WORK REQUIRED
Down to the last line, restate the records below word for word, dropping every image.

(Collected data)
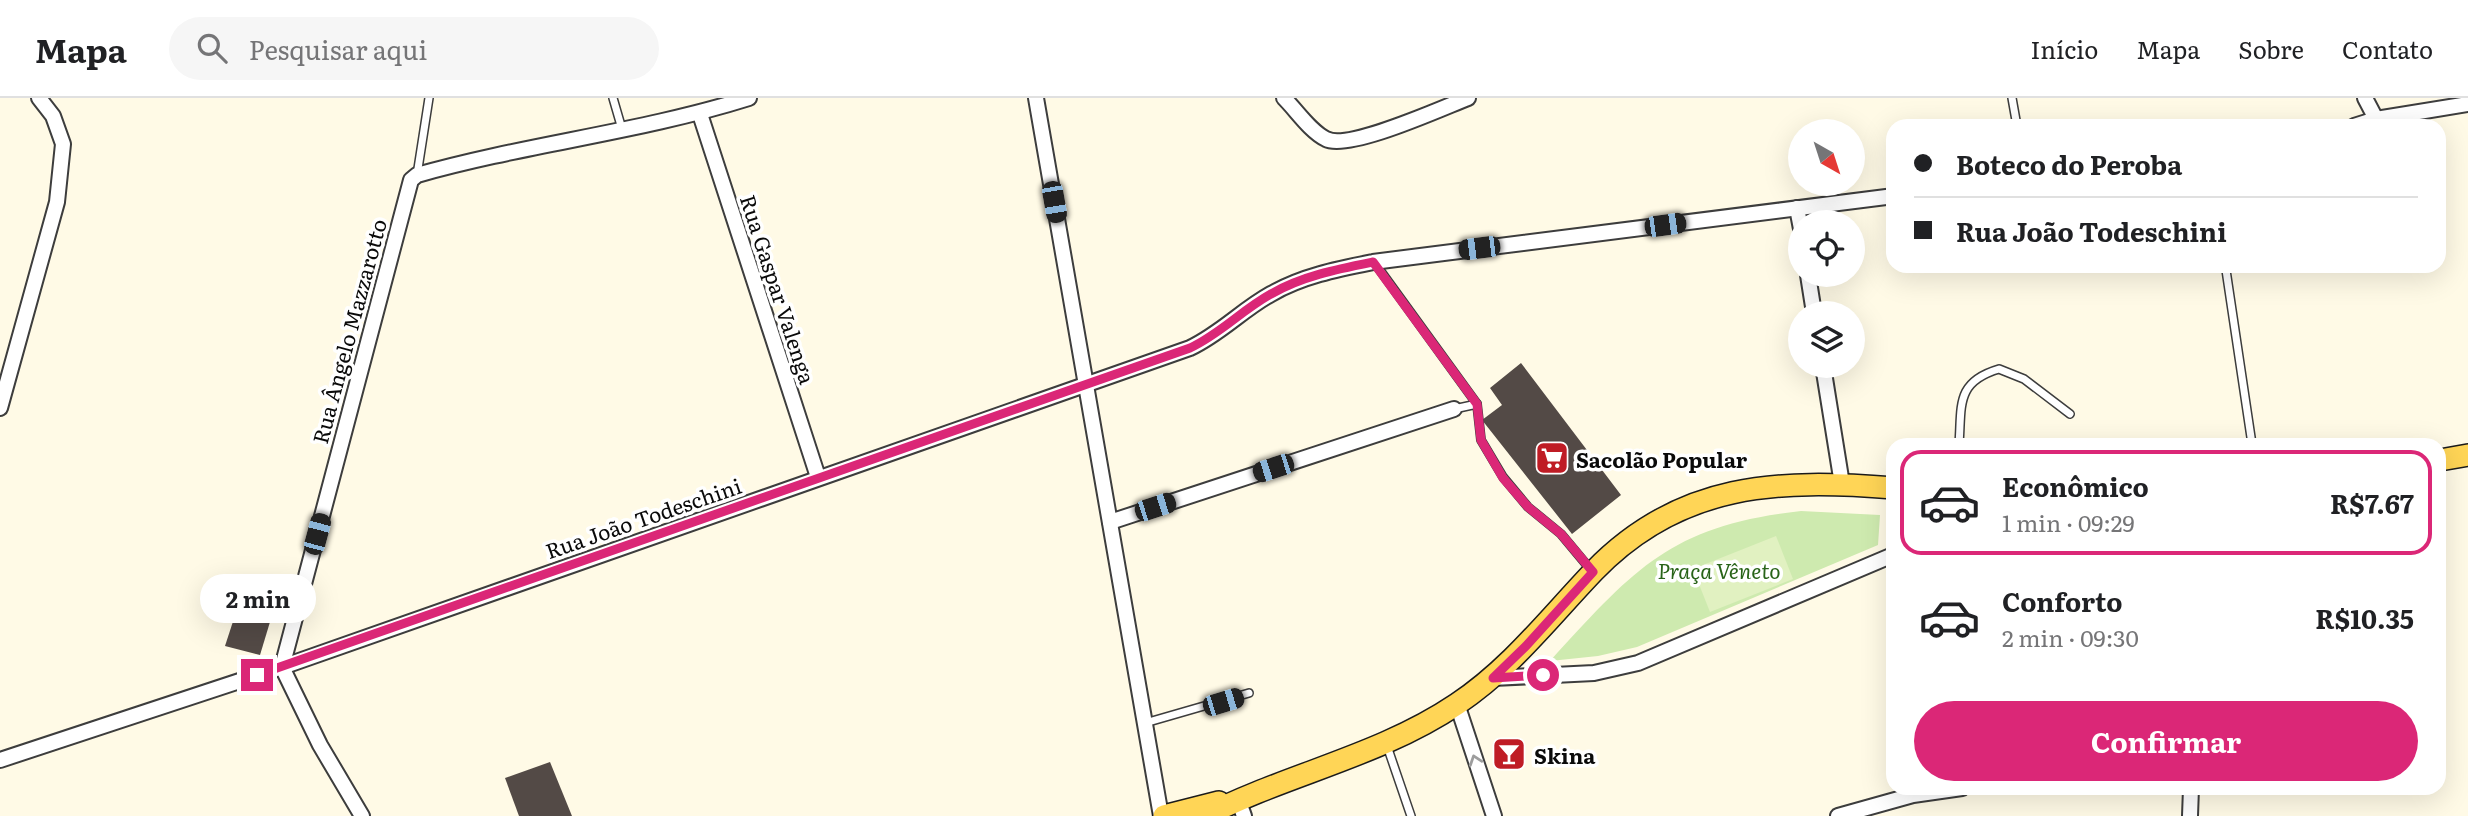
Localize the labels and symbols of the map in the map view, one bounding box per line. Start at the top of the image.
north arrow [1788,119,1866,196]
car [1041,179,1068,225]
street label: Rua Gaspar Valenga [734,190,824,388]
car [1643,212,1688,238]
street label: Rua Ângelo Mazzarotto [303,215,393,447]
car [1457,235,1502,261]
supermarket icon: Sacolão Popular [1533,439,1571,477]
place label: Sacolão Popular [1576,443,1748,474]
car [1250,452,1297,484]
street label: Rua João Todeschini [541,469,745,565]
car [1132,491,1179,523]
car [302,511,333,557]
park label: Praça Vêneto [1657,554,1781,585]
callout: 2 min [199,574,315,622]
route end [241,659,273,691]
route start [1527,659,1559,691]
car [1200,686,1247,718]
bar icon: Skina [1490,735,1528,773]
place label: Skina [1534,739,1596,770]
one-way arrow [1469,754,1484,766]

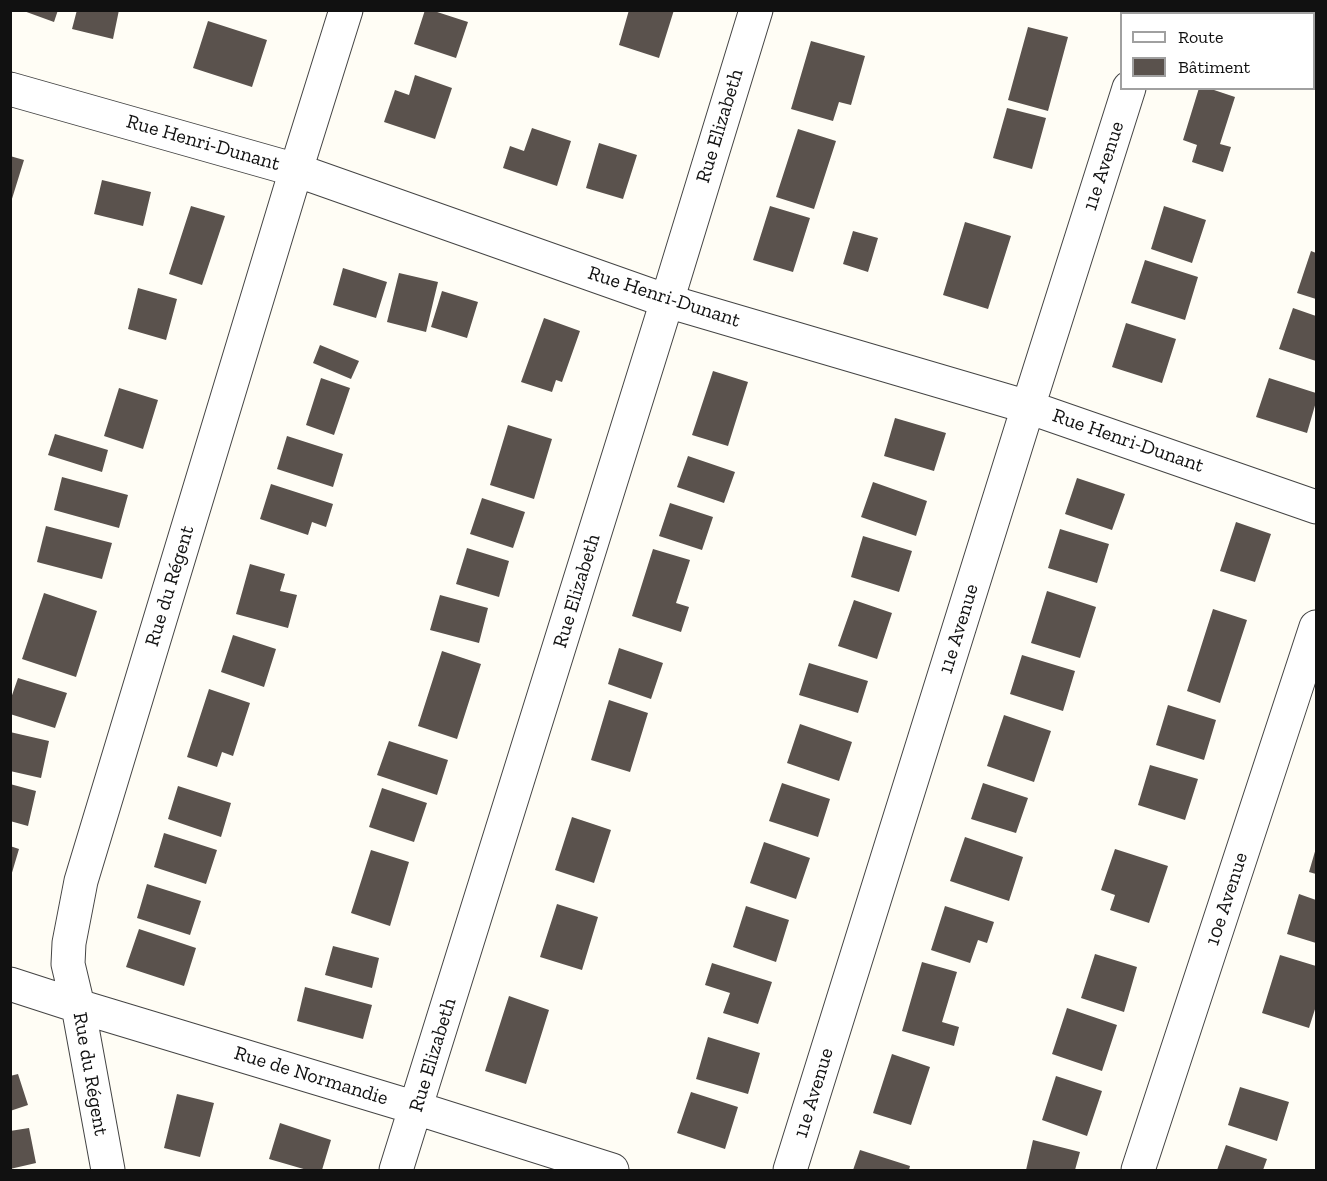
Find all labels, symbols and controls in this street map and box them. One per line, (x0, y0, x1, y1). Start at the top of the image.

RESPONSE TO THE EXERCISE
Localize the labels and symbols of the map in the map view, one bounding box per line. Start at the top of the image.
north arrow [1788,119,1866,196]
car [1041,179,1068,225]
street label: Rua Gaspar Valenga [734,190,824,388]
car [1643,212,1688,238]
street label: Rua Ângelo Mazzarotto [303,215,393,447]
car [1457,235,1502,261]
supermarket icon: Sacolão Popular [1533,439,1571,477]
place label: Sacolão Popular [1576,443,1748,474]
car [1250,452,1297,484]
street label: Rua João Todeschini [541,469,745,565]
car [1132,491,1179,523]
car [302,511,333,557]
park label: Praça Vêneto [1657,554,1781,585]
callout: 2 min [199,574,315,622]
route end [241,659,273,691]
route start [1527,659,1559,691]
car [1200,686,1247,718]
bar icon: Skina [1490,735,1528,773]
place label: Skina [1534,739,1596,770]
one-way arrow [1469,754,1484,766]

Find all labels, symbols and controls in this street map and box them. One per line, (x0, y0, x1, y1). Start at the top of the image.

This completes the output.